**THE PROBLEM**
Your task is to transcribe the lines from the start of the data below through the line containing "position:relative; flex:1; overflow:hidden", inclusive, exactly as they stand and without the pictures.

**ENTRIES PROVIDED**
···
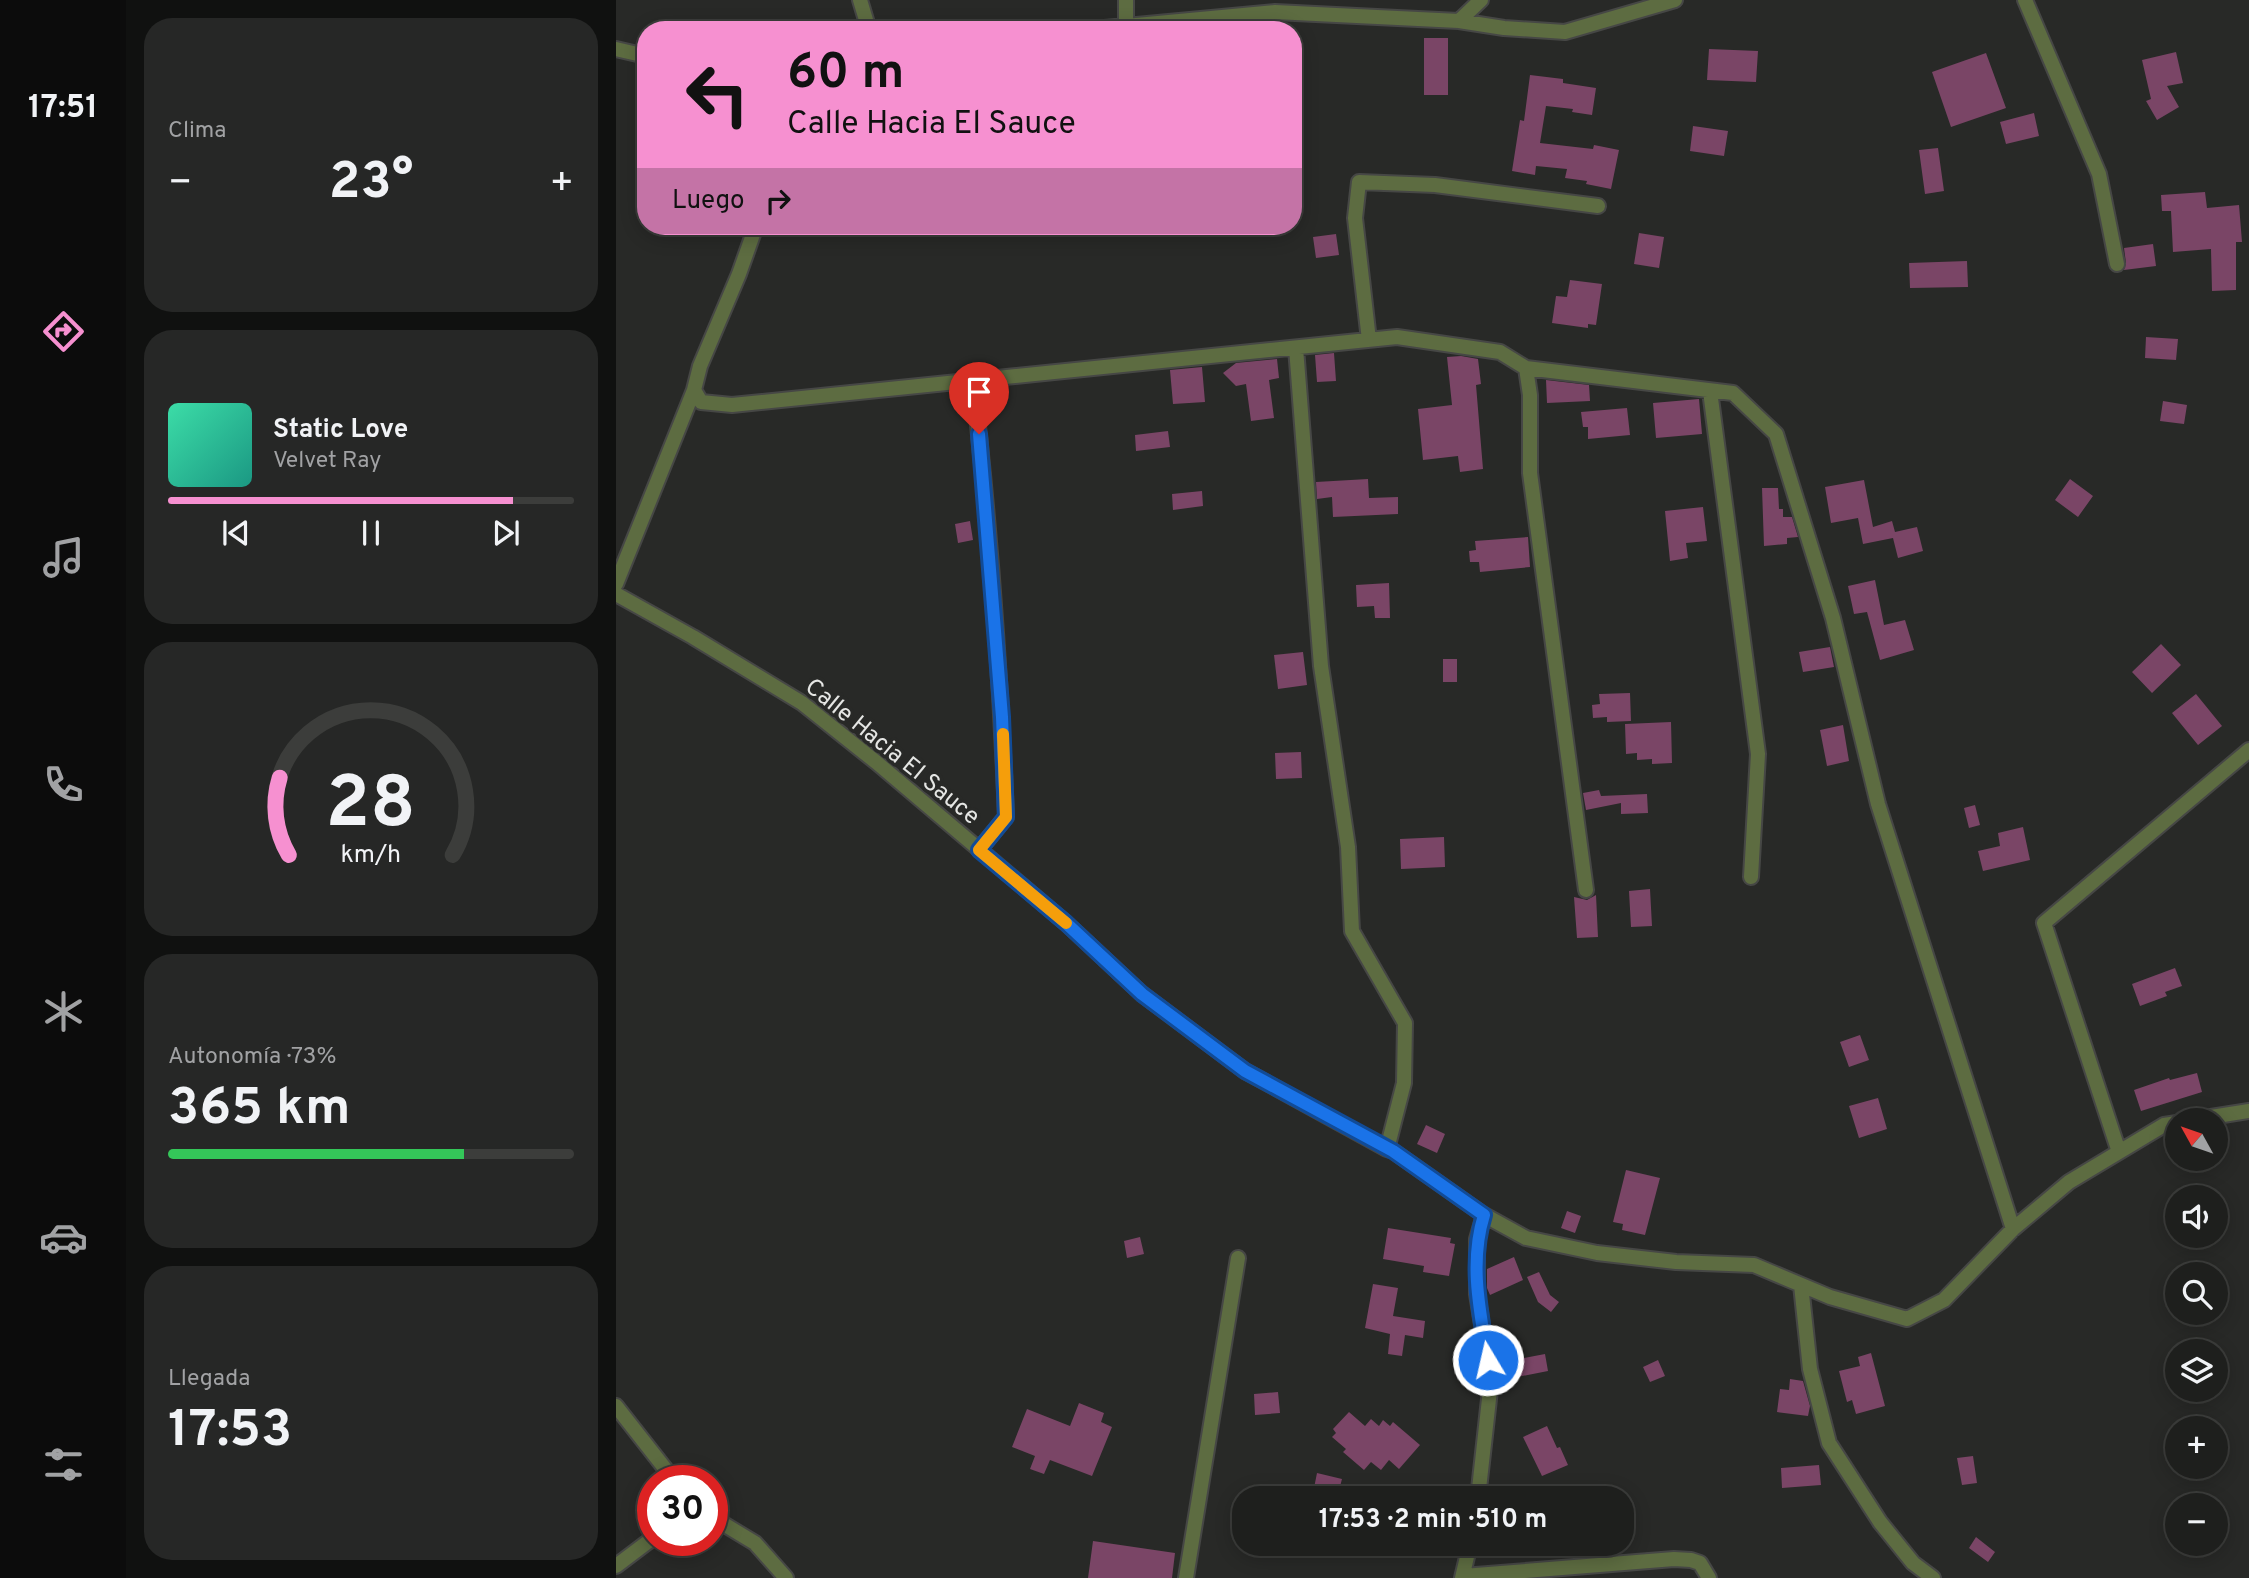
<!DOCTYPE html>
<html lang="es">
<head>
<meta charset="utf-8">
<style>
  body { margin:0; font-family:Overpass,sans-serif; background:#262726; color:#f1f3f6; height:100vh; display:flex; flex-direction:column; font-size:26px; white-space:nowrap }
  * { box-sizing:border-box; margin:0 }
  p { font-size:23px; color:#a1a2a4 }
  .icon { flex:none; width:38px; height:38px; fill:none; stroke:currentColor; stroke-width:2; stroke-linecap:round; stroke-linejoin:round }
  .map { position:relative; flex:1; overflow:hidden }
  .panel { display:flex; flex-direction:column; gap:18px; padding:18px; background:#101110; width:490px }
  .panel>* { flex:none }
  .guide { position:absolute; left:21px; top:21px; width:665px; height:214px; border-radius:28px; box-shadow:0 4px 18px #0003,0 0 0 2px #3c3d3b; background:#f690d0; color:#111; overflow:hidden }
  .needle { width:46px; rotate:310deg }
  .controls { position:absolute; left:1549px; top:1108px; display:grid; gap:14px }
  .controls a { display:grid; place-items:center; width:63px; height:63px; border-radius:50%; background:#1e1f1d; box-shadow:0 4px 18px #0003,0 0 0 2px #3c3d3b; font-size:35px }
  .speed { position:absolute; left:21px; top:1465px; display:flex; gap:14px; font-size:35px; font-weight:700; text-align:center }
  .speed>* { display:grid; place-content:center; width:91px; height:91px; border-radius:50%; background:#1e1f1d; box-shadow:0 4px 18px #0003,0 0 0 2px #3c3d3b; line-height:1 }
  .speed .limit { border:10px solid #d22; background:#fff; color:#111 }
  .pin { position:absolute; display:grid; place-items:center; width:60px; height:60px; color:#fff; margin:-72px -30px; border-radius:50% 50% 50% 0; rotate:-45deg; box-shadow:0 0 7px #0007 }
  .pin .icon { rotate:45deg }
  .me { position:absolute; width:77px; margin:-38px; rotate:351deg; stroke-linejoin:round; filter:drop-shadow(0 0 5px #0008) }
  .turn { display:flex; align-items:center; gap:24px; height:147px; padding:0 35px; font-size:32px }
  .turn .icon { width:91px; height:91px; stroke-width:2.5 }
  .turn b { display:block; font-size:49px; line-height:60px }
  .then { display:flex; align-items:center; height:66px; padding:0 35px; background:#0003; gap:14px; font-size:26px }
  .big { font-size:52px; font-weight:700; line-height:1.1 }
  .panel .tile { flex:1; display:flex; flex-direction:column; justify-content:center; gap:10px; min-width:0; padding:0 24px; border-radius:28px; background:#262726 }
  .panel .dial { align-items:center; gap:0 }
  .dial svg { height:182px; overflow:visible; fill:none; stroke:#3c3d3b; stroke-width:7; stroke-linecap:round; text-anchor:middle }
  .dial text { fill:#f1f3f6; stroke:none }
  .song { display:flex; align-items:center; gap:21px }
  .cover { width:84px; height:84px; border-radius:10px; background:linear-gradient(135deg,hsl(160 70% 55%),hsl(170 70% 35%)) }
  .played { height:7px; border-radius:4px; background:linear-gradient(90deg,#f690d0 85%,#3c3d3b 85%) }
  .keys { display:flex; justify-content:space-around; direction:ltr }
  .heat { display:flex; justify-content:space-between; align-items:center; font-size:38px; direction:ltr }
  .charge { height:10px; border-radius:5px; background:linear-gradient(90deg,#34c759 73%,#3c3d3b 0) }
  .trip { position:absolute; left:616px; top:1486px; width:402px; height:70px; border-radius:28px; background:#1e1f1d; box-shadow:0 4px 18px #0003,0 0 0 2px #3c3d3b; font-weight:700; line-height:70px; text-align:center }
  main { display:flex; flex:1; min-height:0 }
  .menu { display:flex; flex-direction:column; width:126px; justify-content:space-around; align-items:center; background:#0c0c0c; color:#a1a2a4 }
  .menu .icon { width:49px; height:49px }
  .menu .selected { color:#f690d0 }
  .menu b { font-size:32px; color:#f1f3f6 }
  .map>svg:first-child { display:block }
  .building { fill:#7a4566 }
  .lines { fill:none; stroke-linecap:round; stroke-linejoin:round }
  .street-casing { stroke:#464745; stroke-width:18 }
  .street { stroke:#5d6c41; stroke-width:14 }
  .route-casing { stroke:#114b97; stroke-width:18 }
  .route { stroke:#1a73e8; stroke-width:12 }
  .slow { stroke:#f59e0b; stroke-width:12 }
  .labels { text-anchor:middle; stroke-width:7; stroke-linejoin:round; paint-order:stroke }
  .street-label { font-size:24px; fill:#e5e6e4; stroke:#282927 }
</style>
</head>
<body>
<main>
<nav class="menu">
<b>17:51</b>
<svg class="icon selected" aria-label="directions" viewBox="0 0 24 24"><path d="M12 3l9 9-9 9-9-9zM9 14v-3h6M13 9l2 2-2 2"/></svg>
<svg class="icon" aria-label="music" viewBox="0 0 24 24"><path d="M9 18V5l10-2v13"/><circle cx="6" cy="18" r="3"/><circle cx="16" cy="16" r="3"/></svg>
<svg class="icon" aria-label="phone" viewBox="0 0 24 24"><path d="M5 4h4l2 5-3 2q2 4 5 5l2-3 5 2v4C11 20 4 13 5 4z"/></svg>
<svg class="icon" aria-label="climate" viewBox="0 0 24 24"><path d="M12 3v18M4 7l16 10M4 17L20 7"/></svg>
<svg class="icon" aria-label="car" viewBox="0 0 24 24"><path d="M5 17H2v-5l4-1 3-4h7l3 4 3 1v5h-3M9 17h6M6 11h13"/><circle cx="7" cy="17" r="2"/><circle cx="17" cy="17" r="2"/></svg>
<svg class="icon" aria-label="filters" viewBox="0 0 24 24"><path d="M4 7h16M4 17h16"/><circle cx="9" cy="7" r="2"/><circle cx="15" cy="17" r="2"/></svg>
</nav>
<section class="panel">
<div class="tile"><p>Clima</p>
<div class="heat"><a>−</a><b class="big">23°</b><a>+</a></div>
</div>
<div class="tile">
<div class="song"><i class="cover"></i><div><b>Static Love</b><p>Velvet Ray</p></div></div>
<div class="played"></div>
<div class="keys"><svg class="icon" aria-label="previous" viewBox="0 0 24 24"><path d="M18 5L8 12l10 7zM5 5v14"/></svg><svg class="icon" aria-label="pause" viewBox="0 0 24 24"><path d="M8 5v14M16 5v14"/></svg><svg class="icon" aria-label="next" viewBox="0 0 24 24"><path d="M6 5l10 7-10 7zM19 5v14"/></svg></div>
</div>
<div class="tile dial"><svg viewBox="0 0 100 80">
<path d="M14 69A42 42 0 1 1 86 69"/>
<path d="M14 69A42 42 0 0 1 10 35" stroke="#f690d0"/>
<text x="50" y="56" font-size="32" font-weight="700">28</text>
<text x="50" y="72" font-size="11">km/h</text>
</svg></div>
<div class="tile"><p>Autonomía · 73%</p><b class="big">365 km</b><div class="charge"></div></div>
<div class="tile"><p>Llegada</p><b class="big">17:53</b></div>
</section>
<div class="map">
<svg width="1633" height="1578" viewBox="0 0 1633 1578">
  <rect width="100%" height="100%" fill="#282927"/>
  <!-- building -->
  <path class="building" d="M808,38H832V95H808Z
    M1093,49L1142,51L1140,82L1091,80Z
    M1560,52L1567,83L1551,86L1563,107L1541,120L1530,101L1535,99L1526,60Z
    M1370,53L1390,108L1335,127L1316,72Z
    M914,75L947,79V83L980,88L976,115L956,112L957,109L930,106L924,143L977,149L978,145L1003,150L995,189L970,184L971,181L949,178L951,169L920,166L919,175L896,171L904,120L908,121Z
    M1418,113L1423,136L1390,144L1384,122Z
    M1077,126L1112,131L1108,156L1074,151Z
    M1322,148L1328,191L1309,194L1303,150Z
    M1589,192L1591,208L1623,205L1626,242H1620V290L1596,291L1595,249L1557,252L1555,211H1546L1545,195Z
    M1023,233L1048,237L1043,268L1018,264Z
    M720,234L723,255L700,258L697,237Z
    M1537,244L1540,266L1508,270L1510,263L1508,248Z
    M1351,261L1352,287L1294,288L1293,263Z
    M954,280L986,284L980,325L972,324V328L936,323L940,296L951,297Z
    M1530,337L1562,339L1560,360L1529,358Z
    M718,353L720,381L701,382L699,355Z
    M845,356L862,359L865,384L860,385L867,469L844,472L842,456L807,460L802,409L836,405L831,357Z
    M661,359L663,378L653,380L658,418L635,421L630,384L620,386L607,373L620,363Z
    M586,367L589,402L557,404L554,370Z
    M930,380L973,385L974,401L931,403Z
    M1083,399L1086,434L1040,438L1037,403Z
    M1547,401L1571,405L1568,424L1544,421Z
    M1011,408L1014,435L972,439V427H967L965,412Z
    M552,431L554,447L520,451L519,435Z
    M752,479L753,498L782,497V514L717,517L716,497L701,499L700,482Z
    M1454,479L1477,496L1462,517L1439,500Z
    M1248,480L1257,527L1276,521L1279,532L1301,527L1307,551L1282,558L1277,538L1247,544L1242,518L1215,523L1209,487Z
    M1146,488H1162L1163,509H1167V517H1176L1182,537L1171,538V544L1148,546Z
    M586,491L587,506L557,510L556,494Z
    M1087,507L1091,541L1070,543L1072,558L1054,561L1049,511Z
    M354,521L357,540L342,543L339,524Z
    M912,537L914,567L864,572L863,562H854L853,551L860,550L859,541Z
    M1259,580L1268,625L1289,620L1298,650L1264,660L1251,612L1238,614L1232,586Z
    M773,583L774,618H759L758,606L741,607L740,585Z
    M1545,644L1565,665L1536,693L1516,672Z
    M1214,647L1218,667L1187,672L1183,652Z
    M687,652L691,685L662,689L658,655Z
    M827,659H841V682H827Z
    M1014,693L1015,721L991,722V717L977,718L976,705L984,704L983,694Z
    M1580,694L1606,726L1582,745L1556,713Z
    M1055,722L1056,763L1036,764V759L1021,760V753L1010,754L1009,724Z
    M1227,725L1233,761L1211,766L1204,730Z
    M685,752L686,778L660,779L659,753Z
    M983,790L985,796L1031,794L1032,813L1005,814V803L970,810L967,793Z
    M1359,805L1364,825L1353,828L1348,808Z
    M1407,827L1414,860L1367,871L1362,851L1384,846L1382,833Z
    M828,837L829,867L785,869L784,839Z
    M1034,889L1036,926L1015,927L1013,891Z
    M980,895L982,937L961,938L958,897L971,900Z
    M1559,968L1566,986L1549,992L1551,996L1524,1006L1516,984Z
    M1244,1035L1253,1060L1233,1067L1224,1042Z
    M1581,1073L1586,1092L1525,1111L1518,1090L1553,1078L1554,1080Z
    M1262,1098L1271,1129L1243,1138L1233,1106Z
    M810,1125L829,1134L821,1153L801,1144Z
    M1010,1170L1044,1178L1029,1235L1006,1230L1007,1224L997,1222Z
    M951,1211L965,1216L959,1233L945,1228Z
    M772,1228L835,1238L834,1243L839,1244L833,1276L807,1272L808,1266L767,1259Z
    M524,1237L528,1254L511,1258L508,1241Z
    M898,1257L907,1280L874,1295L871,1288V1269Z
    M923,1272L934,1295L943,1302L935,1312L922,1302L911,1277Z
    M757,1284L782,1288L777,1316L809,1321L807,1338L789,1335L786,1356L772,1354L774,1334L749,1328Z
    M1255,1353L1269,1406L1240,1414L1236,1400L1231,1402L1223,1371L1244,1366L1242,1357Z
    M929,1354L932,1371L896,1378L892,1361Z
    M1042,1360L1049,1376L1034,1382L1027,1367Z
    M1174,1379L1187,1381L1194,1406L1192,1416L1161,1412L1164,1389L1173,1390Z
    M662,1392L664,1413L639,1415L638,1394Z
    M463,1403L488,1413L485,1422L496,1427L476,1476L434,1460L428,1474L414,1469L419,1456L396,1447L411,1409L454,1426Z
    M733,1412L749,1426L755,1419L763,1426L767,1420L774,1426L777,1422L804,1445L783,1469L773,1460L765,1470L755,1462L748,1470L727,1452L730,1449L716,1437L720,1433L717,1429Z
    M931,1426L941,1448L944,1447L952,1465L926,1476L907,1437Z
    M1357,1456L1361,1483L1346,1485L1341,1458Z
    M1203,1465L1205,1485L1166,1488L1165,1468Z
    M701,1473L726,1479L721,1498H696Z
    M828,1484L829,1498H802V1485Z
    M1360,1537L1379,1552L1372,1562L1353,1548Z
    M477,1541L559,1553L556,1578H472Z"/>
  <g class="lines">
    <!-- street casing -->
    <g class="street-casing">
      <path id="street" d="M244,0L253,30
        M1409,0L1483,174L1501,264
        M843,21L865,0
        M510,26V0
        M467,30L659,12L843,21L888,28L949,32L1059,0
        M0,49L30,56
        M140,226L123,274L84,366L78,390L85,402L116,405L781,337L884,352L910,368L914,395V473L970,890
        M753,340L739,218L743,182L819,185L982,206
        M680,348L705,666L732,847L736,931L789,1023L788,1083L771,1149
        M910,368L1117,393L1160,434L1217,618L1262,804L1397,1229
        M357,381C374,526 384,671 390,817L363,850
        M1094,391L1142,754L1135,877
        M0,584L78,390
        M0,594L77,637L186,703L260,762L450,923L526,994L629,1071L771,1149L777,1151L868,1215L910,1238L981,1253L1060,1262L1138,1265L1214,1297L1291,1319L1328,1300L1397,1229L1453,1182L1548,1125L1561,1123
        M1576,1120L1633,1111
        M1503,1152L1428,923L1633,750
        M1185,1285L1194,1369L1213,1443L1264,1522L1297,1563L1317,1578
        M0,1406L58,1480
        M862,1498L875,1381L861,1294V1239L868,1215
        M96,1517L139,1543L170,1578
        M0,1566L37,1538
        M847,1576L1058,1559L1075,1560L1084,1563L1093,1578
        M570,1578L622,1258
        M846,1578L854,1544"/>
    </g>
    <!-- street -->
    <use href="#street" class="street"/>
  </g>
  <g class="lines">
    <!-- route casing -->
    <g class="route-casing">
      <path id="route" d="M363,434L386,717L390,817L363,850L450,923L526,994L629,1071L777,1151L868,1215C853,1263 864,1312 872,1360"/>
    </g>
    <!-- route -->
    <use href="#route" class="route"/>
    <!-- slow -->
    <path class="slow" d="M387,734L390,817L363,850L450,923"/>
  </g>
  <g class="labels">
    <!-- street labels -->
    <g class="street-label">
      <text transform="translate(277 751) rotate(39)" y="8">Calle Hacia El Sauce</text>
    </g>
  </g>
</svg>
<div class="controls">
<a><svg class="needle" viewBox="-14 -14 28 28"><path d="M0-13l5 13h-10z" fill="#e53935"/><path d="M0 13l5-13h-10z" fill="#a1a2a4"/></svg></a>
<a><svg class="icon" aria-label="sound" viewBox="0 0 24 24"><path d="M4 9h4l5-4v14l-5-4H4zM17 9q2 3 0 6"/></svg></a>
<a><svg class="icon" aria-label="search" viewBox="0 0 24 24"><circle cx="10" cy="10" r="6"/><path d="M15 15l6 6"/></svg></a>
<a><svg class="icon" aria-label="layers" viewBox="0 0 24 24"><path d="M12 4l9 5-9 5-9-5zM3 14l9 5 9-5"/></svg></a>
<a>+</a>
<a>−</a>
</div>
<div class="speed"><div class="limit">30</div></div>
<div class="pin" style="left:363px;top:434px;background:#d93025"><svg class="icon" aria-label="arrive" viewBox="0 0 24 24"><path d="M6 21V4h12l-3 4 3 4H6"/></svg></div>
<svg class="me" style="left:872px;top:1360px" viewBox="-20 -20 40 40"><circle r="17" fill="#1a73e8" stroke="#fff" stroke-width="3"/><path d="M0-11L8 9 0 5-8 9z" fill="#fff"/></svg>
<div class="trip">17:53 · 2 min · 510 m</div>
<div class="guide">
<div class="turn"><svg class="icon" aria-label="left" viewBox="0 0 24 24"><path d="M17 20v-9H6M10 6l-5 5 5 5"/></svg><div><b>60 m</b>Calle Hacia El Sauce</div></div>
<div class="then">Luego<svg class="icon" aria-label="right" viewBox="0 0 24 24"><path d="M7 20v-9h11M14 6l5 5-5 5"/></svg></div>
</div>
</div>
</main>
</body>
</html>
···
**OUTPUT FOR THIS TASK**
<!DOCTYPE html>
<html lang="es">
<head>
<meta charset="utf-8">
<style>
  body { margin:0; font-family:Overpass,sans-serif; background:#262726; color:#f1f3f6; height:100vh; display:flex; flex-direction:column; font-size:26px; white-space:nowrap }
  * { box-sizing:border-box; margin:0 }
  p { font-size:23px; color:#a1a2a4 }
  .icon { flex:none; width:38px; height:38px; fill:none; stroke:currentColor; stroke-width:2; stroke-linecap:round; stroke-linejoin:round }
  .map { position:relative; flex:1; overflow:hidden }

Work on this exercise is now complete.